歌舞伎オンデマンドで「荒川十太夫」を観た。歌舞伎美人での上演時間は 12:40-1:43 1時間3分で、配信は1時間4分だった。
配役は、荒川十太夫に尾上松緑さん、松平隠岐守定直に坂東亀蔵さん、大石主税に尾上左近さん、杉田五左衛門に中村吉之丞さん、泉岳寺和尚長恩に市川猿弥さん、堀部安兵衛に市川猿之助さん。
この演目は、講談の「荒川十太夫」を、講談が好きな松緑さんが新作歌舞伎として上演するもの。最近の新作歌舞伎は、絵本から「あらしのよるに」、「えんとつ町のプペル」、漫画・アニメから「ワンピース」、「NARUTO」、「風の谷のナウシカ」、ゲームから「ファイナルファンタジーX」と現代の作品を元にしているものが多いけれど、同じく古典芸能の講談を舞台化するのは珍しい。
ちなみに、講談が原作の歌舞伎の演目としては、今年4月に歌舞伎座で上演された「天一坊大岡政談」(松緑さん、猿之助さん出演)や、「天衣粉上野初花」(「直侍」・「河内山」)などがある。
「荒川十太夫」は、赤穂義士である堀部安兵衛の切腹の際に介錯を行った、伊予松平家の下級武士・荒川十太夫の苦悩と覚悟を描いたもの。
松緑さんの荒川十太夫は、その役柄から派手さはないものの、この話を歌舞伎化したいという強い思いもあってか、気持ちが滲み出る演技だった。切腹の日の回想として登場する堀部安兵衛の猿之助さんは、逆に控え目な押さえた演技。同じく切腹の場に向かう大石主税は、松緑さんの息子の左近さん。大石主税の年齢に近い実年齢でこの役は、運命かと思えるような巡り合わせだ。よく通る声と繊細な演技の亀蔵さん、堅実な芸をみせる吉之丞さん、芸達者な猿弥さんが脇を固める。

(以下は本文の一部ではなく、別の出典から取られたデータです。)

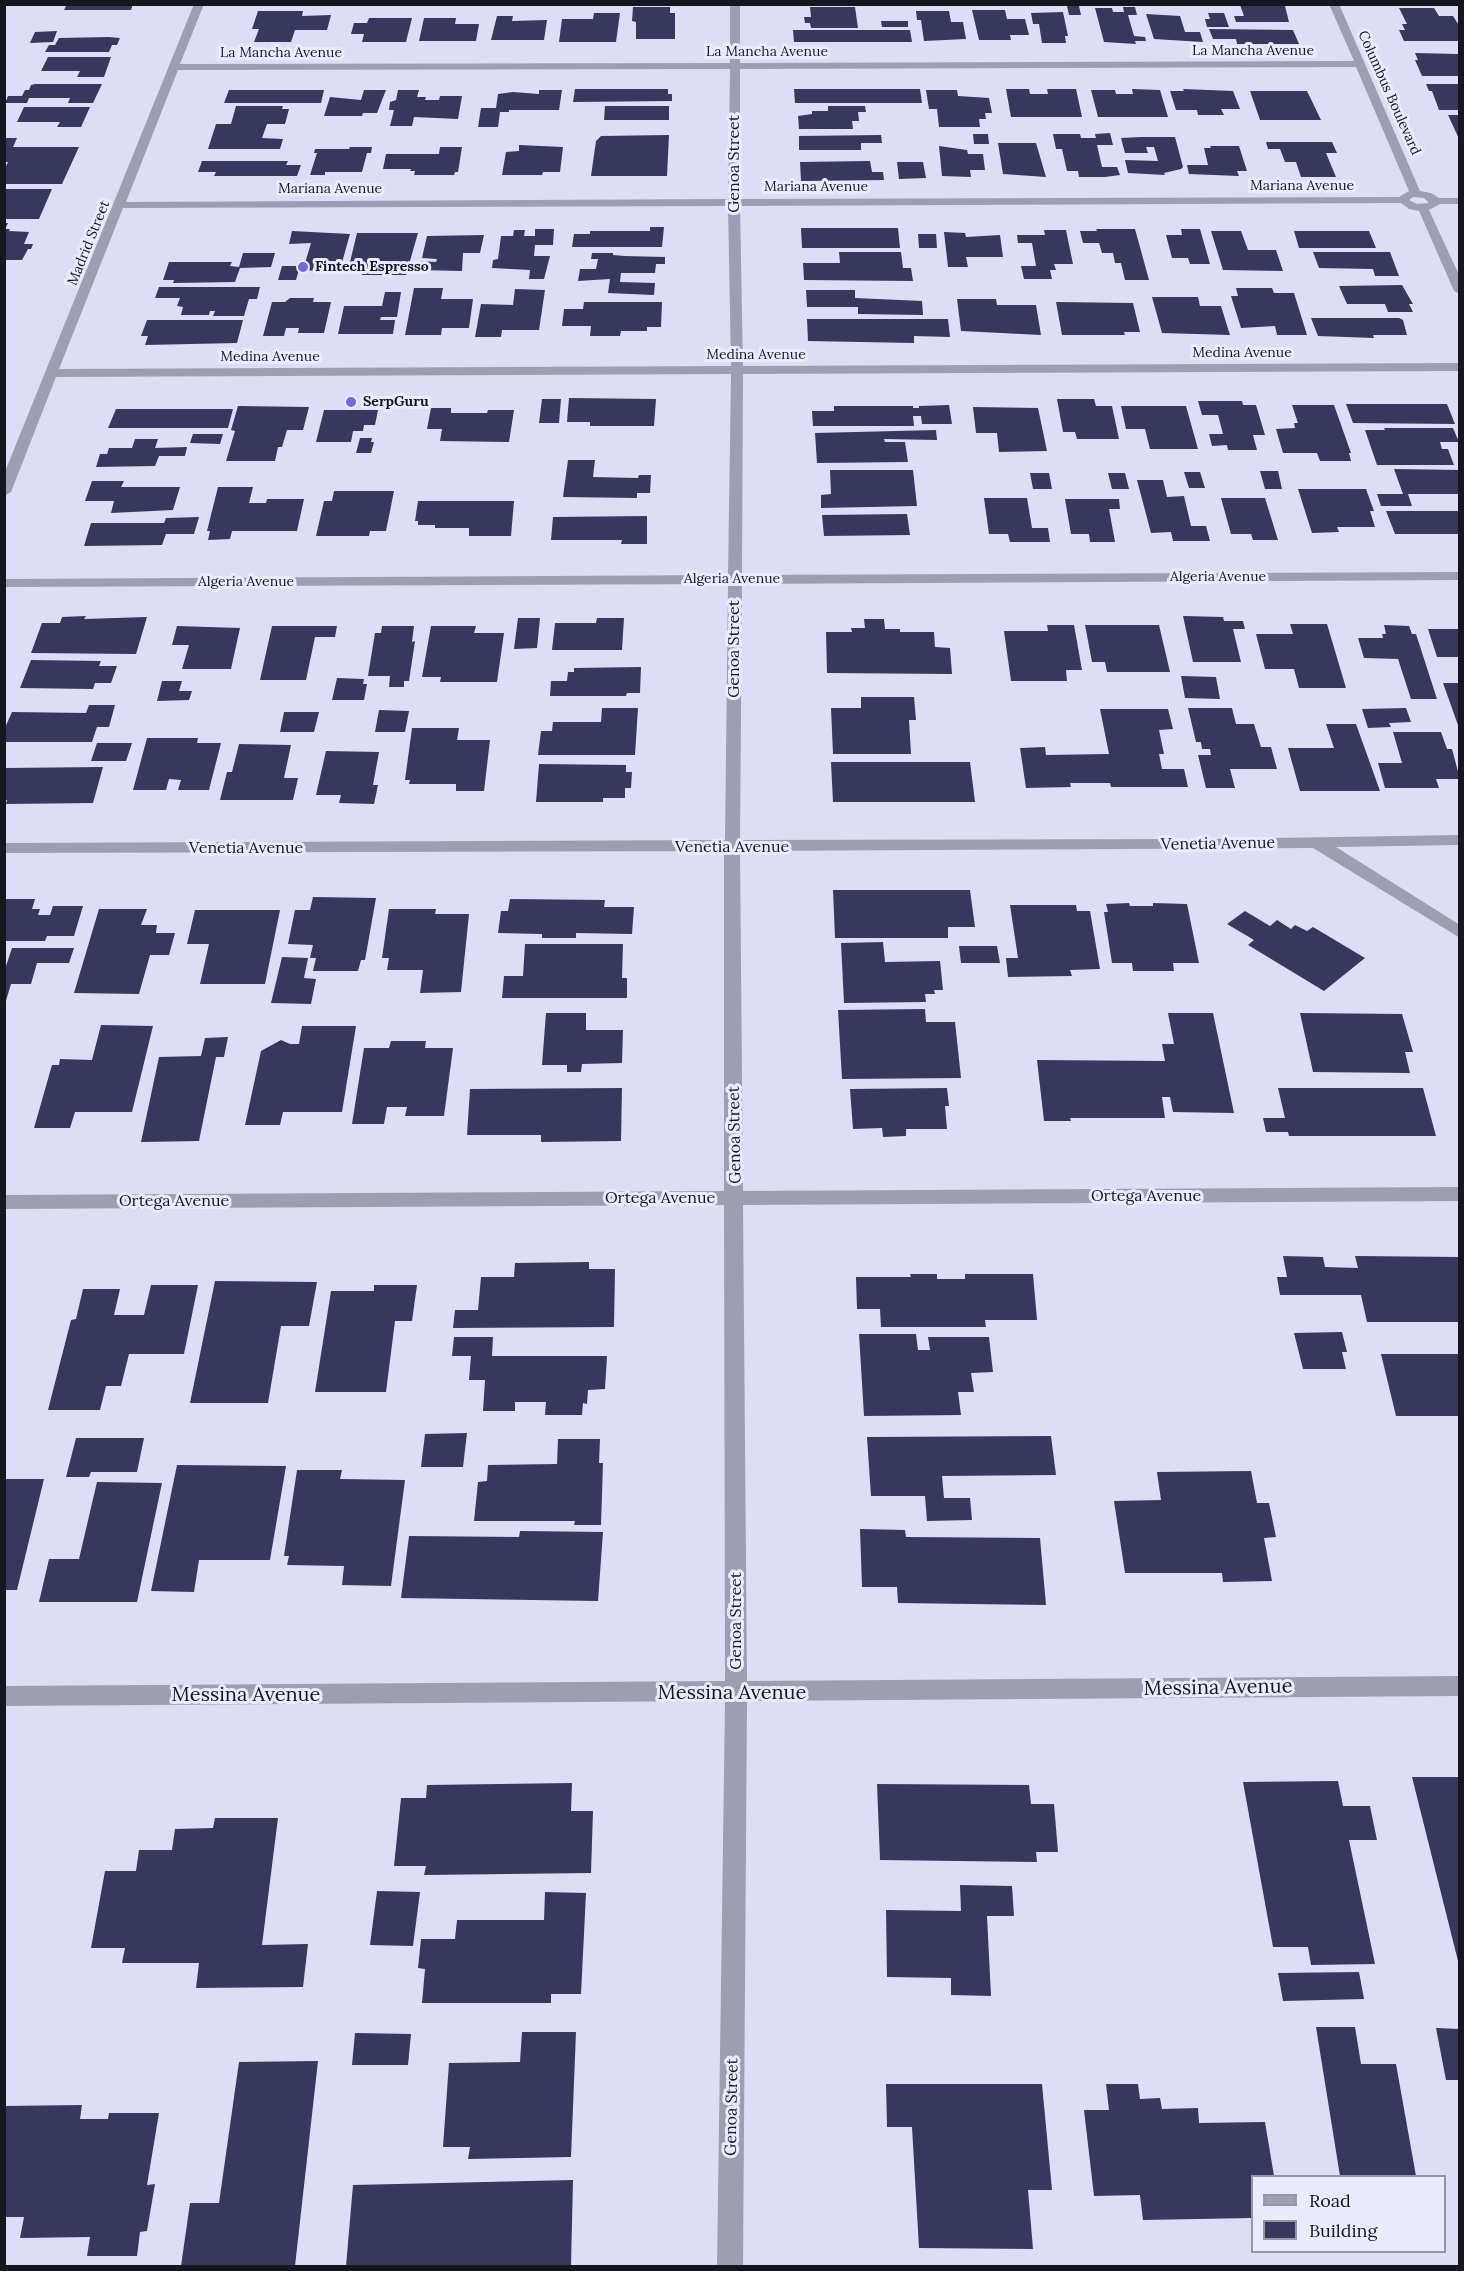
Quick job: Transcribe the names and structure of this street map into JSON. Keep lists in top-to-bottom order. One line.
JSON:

講談は言葉の力で時空を自由に行き来できるけれど、実際の舞台となると、現在進行形の出来事と過去の出来事を短時間の切り替えで表現するのはなかなか難しい。切腹の日の回想は、すっぽんやせりといった舞台機構を上手く使って芝居を作っていた。
今回が初演の新作歌舞伎だけど、真山青果の作品を観ているような錯覚を覚えた。真山青果による「元禄忠臣蔵」の「大石最後の一日」が細川家での出来事、「荒川十太夫」が伊予松平家での出来事と、赤穂義士切腹の日(および、後日談)のドラマとして並べてみても遜色ない。
今後の再演が楽しみな演目だった。